THE PROBLEM =>
Would you print every entry exactly as it appears?

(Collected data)

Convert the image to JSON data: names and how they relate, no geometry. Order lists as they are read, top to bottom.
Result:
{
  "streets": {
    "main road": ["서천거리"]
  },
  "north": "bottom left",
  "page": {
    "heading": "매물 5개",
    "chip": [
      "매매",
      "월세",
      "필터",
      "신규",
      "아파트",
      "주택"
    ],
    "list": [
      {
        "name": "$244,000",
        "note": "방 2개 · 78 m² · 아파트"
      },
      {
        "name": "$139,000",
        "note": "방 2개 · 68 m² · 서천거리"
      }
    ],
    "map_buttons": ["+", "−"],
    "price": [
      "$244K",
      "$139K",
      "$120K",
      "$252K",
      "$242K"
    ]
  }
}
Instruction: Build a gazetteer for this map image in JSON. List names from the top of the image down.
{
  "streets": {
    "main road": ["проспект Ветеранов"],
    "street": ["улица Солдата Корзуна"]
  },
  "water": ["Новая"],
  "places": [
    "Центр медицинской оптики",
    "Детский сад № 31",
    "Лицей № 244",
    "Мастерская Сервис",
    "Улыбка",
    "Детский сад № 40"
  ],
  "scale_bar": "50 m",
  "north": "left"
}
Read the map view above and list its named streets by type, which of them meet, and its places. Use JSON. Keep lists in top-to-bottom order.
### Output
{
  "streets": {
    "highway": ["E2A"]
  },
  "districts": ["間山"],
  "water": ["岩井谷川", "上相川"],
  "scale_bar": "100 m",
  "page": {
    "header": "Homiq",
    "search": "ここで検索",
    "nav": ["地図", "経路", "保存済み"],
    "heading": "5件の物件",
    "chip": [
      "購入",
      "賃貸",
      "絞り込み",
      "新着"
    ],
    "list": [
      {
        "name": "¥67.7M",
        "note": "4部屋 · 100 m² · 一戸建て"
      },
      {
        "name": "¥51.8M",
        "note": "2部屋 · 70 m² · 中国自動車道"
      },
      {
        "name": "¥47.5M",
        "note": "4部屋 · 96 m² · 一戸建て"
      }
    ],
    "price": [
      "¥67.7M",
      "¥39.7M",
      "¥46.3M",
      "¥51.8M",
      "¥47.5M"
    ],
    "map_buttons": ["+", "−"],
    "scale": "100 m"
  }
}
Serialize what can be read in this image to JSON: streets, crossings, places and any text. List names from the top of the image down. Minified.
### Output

EXERCISE SOLUTION =>
Convert the image to JSON data: names and how they relate, no geometry. Order lists as they are read, top to bottom.
Result:
{
  "streets": {
    "main road": ["서천거리"]
  },
  "north": "bottom left",
  "page": {
    "heading": "매물 5개",
    "chip": [
      "매매",
      "월세",
      "필터",
      "신규",
      "아파트",
      "주택"
    ],
    "list": [
      {
        "name": "$244,000",
        "note": "방 2개 · 78 m² · 아파트"
      },
      {
        "name": "$139,000",
        "note": "방 2개 · 68 m² · 서천거리"
      }
    ],
    "map_buttons": ["+", "−"],
    "price": [
      "$244K",
      "$139K",
      "$120K",
      "$252K",
      "$242K"
    ]
  }
}
Instruction: Build a gazetteer for this map image in JSON. List names from the top of the image down.
{
  "streets": {
    "main road": ["проспект Ветеранов"],
    "street": ["улица Солдата Корзуна"]
  },
  "water": ["Новая"],
  "places": [
    "Центр медицинской оптики",
    "Детский сад № 31",
    "Лицей № 244",
    "Мастерская Сервис",
    "Улыбка",
    "Детский сад № 40"
  ],
  "scale_bar": "50 m",
  "north": "left"
}
Read the map view above and list its named streets by type, which of them meet, and its places. Use JSON. Keep lists in top-to-bottom order.
### Output
{
  "streets": {
    "highway": ["E2A"]
  },
  "districts": ["間山"],
  "water": ["岩井谷川", "上相川"],
  "scale_bar": "100 m",
  "page": {
    "header": "Homiq",
    "search": "ここで検索",
    "nav": ["地図", "経路", "保存済み"],
    "heading": "5件の物件",
    "chip": [
      "購入",
      "賃貸",
      "絞り込み",
      "新着"
    ],
    "list": [
      {
        "name": "¥67.7M",
        "note": "4部屋 · 100 m² · 一戸建て"
      },
      {
        "name": "¥51.8M",
        "note": "2部屋 · 70 m² · 中国自動車道"
      },
      {
        "name": "¥47.5M",
        "note": "4部屋 · 96 m² · 一戸建て"
      }
    ],
    "price": [
      "¥67.7M",
      "¥39.7M",
      "¥46.3M",
      "¥51.8M",
      "¥47.5M"
    ],
    "map_buttons": ["+", "−"],
    "scale": "100 m"
  }
}
Serialize what can be read in this image to JSON: streets, crossings, places and any text. List names from the top of the image down. Minified.
### Output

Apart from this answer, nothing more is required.